In The Call of the Wild, Disney presents Jack London's classic, old school animal adventure with new, digital fur. Perfect for children, but slightly less so for their adult companions.
It was a good idea for Disney to go back to Jack London's 1903 bestseller. The Call of the Wild not only boasts animals, but also adventure, spectacular nature, a chapter of American history, and a moral undertone. Buck takes the lead role. He is plucked from his life of luxury in California to work as a sled dog in inhospitable parts of Alaska. In the severe conditions of the gold rush, he has to find his place between the other dogs in a competitive pack, between capricious masters with very different characters, and especially between his recent past in the lap of luxury and his natural instincts.
It wouldn't surprise us if the attachment and identification that this hulking, morally superior dog with incredible strength can inspire in younger viewers might make Buck one of the prize animals in the history of fictional anthropomorphized beasts.
In terms of content, this epic film sometimes has trouble finding the right doses in moments of tension, humour, and other more sedate sentiments. Father greybeard Harrison Ford, the kindest of dog owners, provides a laconic point of rest in the midst of the chaos, but his character John Thornton, who struggles in life and with drink, is not unforgettable.

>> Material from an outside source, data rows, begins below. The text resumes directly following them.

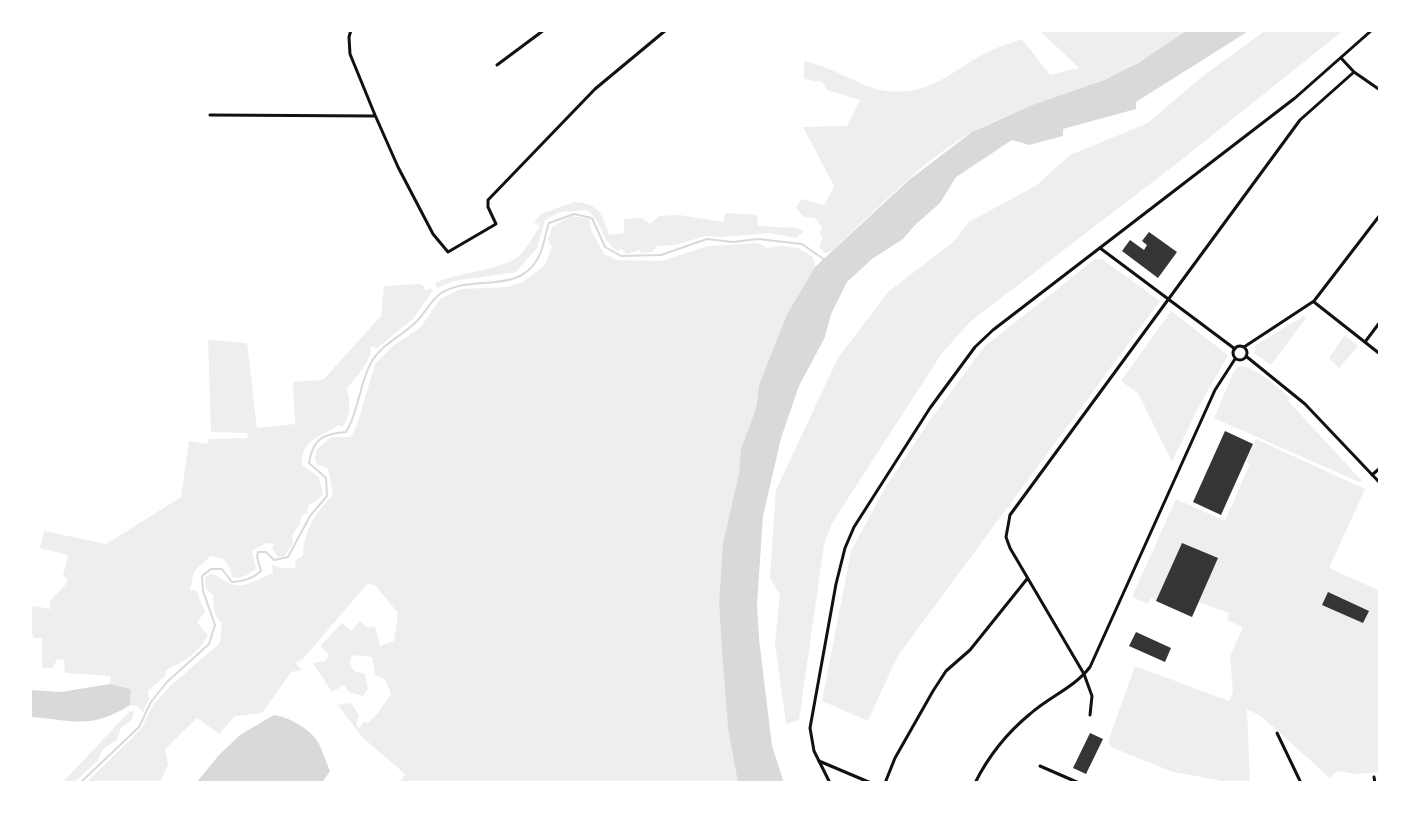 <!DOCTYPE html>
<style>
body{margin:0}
#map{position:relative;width:1410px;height:813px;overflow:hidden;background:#fff;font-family:"Asap Condensed",sans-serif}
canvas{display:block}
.frame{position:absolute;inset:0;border:32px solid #fff;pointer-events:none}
</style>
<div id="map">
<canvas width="1410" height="813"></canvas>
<div class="frame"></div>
</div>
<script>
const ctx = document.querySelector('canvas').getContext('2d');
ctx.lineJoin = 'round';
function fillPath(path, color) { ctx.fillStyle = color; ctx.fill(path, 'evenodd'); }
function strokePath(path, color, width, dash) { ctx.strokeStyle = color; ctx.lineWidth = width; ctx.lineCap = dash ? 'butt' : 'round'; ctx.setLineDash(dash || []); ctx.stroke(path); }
fillPath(new Path2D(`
 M1039 30H1189C1161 48 1135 66 1105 79 1061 97 1016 109 974 131 924 158 873 214 830 252L824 253 819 246 823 239 820 233 822 228 815 218 804 217 796 208 801 199 824 205 834 186 803 127 847 126 860 100 827 90 822 82 804 79V61C833 67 861 87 885 91 934 97 954 67 992 50 1002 45 1012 43 1022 39L1050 75 1079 68Z
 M1266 30H1344L1180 161 971 321 942 353 832 523 824 545 799 720 786 724 775 643 780 595 770 578 776 490 838 358 888 292 953 242 969 222 1037 185 1070 155 1148 123 1199 79Z
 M574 202C599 204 602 213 609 235L624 233V219L642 218 650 224 659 216 679 215 723 222 726 213 757 215 758 226 796 228 804 231 796 238 770 233 722 237 706 236 674 245 657 246 653 252 640 253 639 250 627 254 621 249 618 251C600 241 603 221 587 210L560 212 545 220 537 248 516 272 453 281 437 288 435 283C460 271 504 271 521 254 528 246 534 235 540 226L534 222 541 214Z
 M571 216 590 219 591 230 604 254 617 260 662 261 708 246 758 243 767 248 780 246 798 248 813 257 815 267 787 314 759 385 756 408 741 449 739 473 723 543 719 602 722 651 728 729 738 783H400L405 774 362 737 338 705 351 703 359 715 356 725 360 728 363 722 368 723 378 713 391 694 385 679 375 675 372 657 356 655 351 657 350 664 354 671 365 674 368 689 363 696 349 692 344 685 332 692 313 663 325 661 329 655 320 646 342 623 351 631 360 621 368 628 375 626 380 646 394 641 398 613 375 585 367 584 303 659 295 663 302 670 291 672 262 713 235 716 219 734 197 718 165 749 168 764 160 783H86L141 729 153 705 170 686 220 643 222 623C214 618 213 604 213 595L206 589 205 578 209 574C218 574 219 578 227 582 244 591 257 579 273 573L272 565 282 568H296L295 561 303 555C304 530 316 512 333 495L328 468 317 465 315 458 317 449 332 437H351L357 425 375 364 393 346 420 328 440 299 461 289 508 287 523 282 545 265 552 247 548 240 552 227Z
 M1095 259H1102L1160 301 897 657 868 721 822 701 851 551 884 490 928 423 984 347Z
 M420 284 425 287V291L430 288 433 290 413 319 376 349 374 346 371 347C370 365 357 375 347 389 350 404 352 415 342 427L338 425C324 437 300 437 302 465L319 477 323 494 315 502 309 504 307 513 302 515 300 523 292 536 293 544 284 556 278 557 272 549 274 544 266 543 252 551 256 569C250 574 240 580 232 577L230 568 224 559 211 556 194 571 190 590H196L205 612 197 622 208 635C199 653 183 662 165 671L166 675 148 691 149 699 143 712 137 706 130 705 131 689 110 684 111 676 65 673 64 660 57 659 53 668H42V638H34C28 626 31 618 33 606L51 609 49 602 66 584 67 578 63 576 68 555 40 548 44 531 106 544 181 497 189 441 207 444 209 439 248 438 247 433 211 432 208 340 247 343 257 428 295 424 293 382 323 380 381 316 384 286Z
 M1171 311 1228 355 1197 410 1172 462 1138 393 1121 381Z
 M1304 316 1306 318 1271 365 1254 353 1256 345Z
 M1345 335 1358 346 1339 368 1329 358Z
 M1240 366C1258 368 1275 386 1289 397V402L1362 481 1359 482 1214 418 1234 371Z
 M1256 439 1365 489 1329 568 1380 591V776L1377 772 1356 774 1337 771 1330 778 1262 717 1247 709 1250 783H1218V780L1173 772 1111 747 1108 742 1135 666 1229 701 1233 692 1230 657 1243 627 1227 620 1229 613 1199 602 1192 617 1151 598 1148 604 1132 597 1176 499 1225 521 1250 464 1246 462Z
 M134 711 132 720 121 728 117 740 103 749 98 760 74 783H62L129 712Z`), '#eee');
fillPath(new Path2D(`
 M1188 30H1250L1136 102V109L1063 129V136L1029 145 1012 140 956 177 940 203 915 225 903 239 872 259 847 282 831 314 825 337 799 386 781 438 763 516 757 604 759 639 772 746 784 783H738L728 729 722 651 719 602 723 543 739 473 741 449 756 408 759 385 787 314 815 267 909 180 972 132 1030 106 1104 80 1138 63Z
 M110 684 131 689 130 705C91 730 73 720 30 717V690L61 692Z
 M274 715C291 718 313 730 320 746 324 754 326 763 330 771L322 783H196L219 755 240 735Z`), '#d9d9d9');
strokePath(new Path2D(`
 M80 783 139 727 151 702 167 682 209 644 215 625 203 591 202 576 211 569H222L232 582C244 581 252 579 261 571L257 557 258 552H266L274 560 288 557 310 516 327 496 326 478 309 463C313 438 323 434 346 432 359 412 359 384 371 363 380 345 402 336 416 322 425 314 430 301 440 294 470 273 518 296 538 258 544 248 545 234 549 223L574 214 592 218 605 247 621 256 661 255 707 239 733 242 758 239 802 244 825 260`), '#d9d9d9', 2);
fillPath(new Path2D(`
 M1149 232 1177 252 1158 278 1122 251 1130 240 1144 250 1147 245 1142 241Z
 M1225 431 1253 444 1221 515 1193 502Z
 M1182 543 1218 558 1192 617 1156 601Z
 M1328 592 1369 611 1363 623 1322 605Z
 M1136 632 1171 648 1165 662 1129 646Z
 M1090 733 1103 739 1086 774 1073 768Z`), '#353535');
strokePath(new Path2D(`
 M351 30 349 37 350 54 375 115 398 167 433 234 448 252 496 224 488 207V200L595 89 666 30
 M1341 58 1354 72 1380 90
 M497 65 544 30
 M210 115 374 116
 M1100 248 1235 349
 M1314 302 1380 354
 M1365 342 1380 322
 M1233 353a7 7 0 1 1 14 0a7 7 0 1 1-14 0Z
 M1244 347 1314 301 1380 215
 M1247 357 1305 404 1380 483
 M1372 475 1380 468
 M1090 715 1092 696 1084 674 1010 548 1006 537 1010 515 1300 120 1354 72
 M1277 733 1301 783
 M819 761 871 783
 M1040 766 1079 783
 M1374 777 1375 783
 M885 783 895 758 933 691 946 671 970 650 1027 579
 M975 783C988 757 1008 732 1030 714 1049 697 1075 687 1090 667L1215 390 1235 359`), '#111', 3);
strokePath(new Path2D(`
 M830 783 814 751 810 728 836 584 845 548 854 527 930 408 975 347 993 330 1295 98 1372 30`), '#111', 3);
</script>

Technically, the live-action animation effortlessly keeps up with the (dog) race. Director Chris Sanders has even set a new benchmark with the unbridled Disney dynamism with which he places his wild cast between digital salmon, beside threatening avalanches, and under the stunning northern lights.
The original London has been thoroughly cut and pasted. Every confrontation with the indigenous peoples of North America has been scrapped, but in exchange the couriers François(e) (Cara Gee) and Perrault (Omar Sy) have become people of colour. The entire field of tension is thus located between wolf and dog, nature and culture, cudgel and incisor, gold fever and detachment.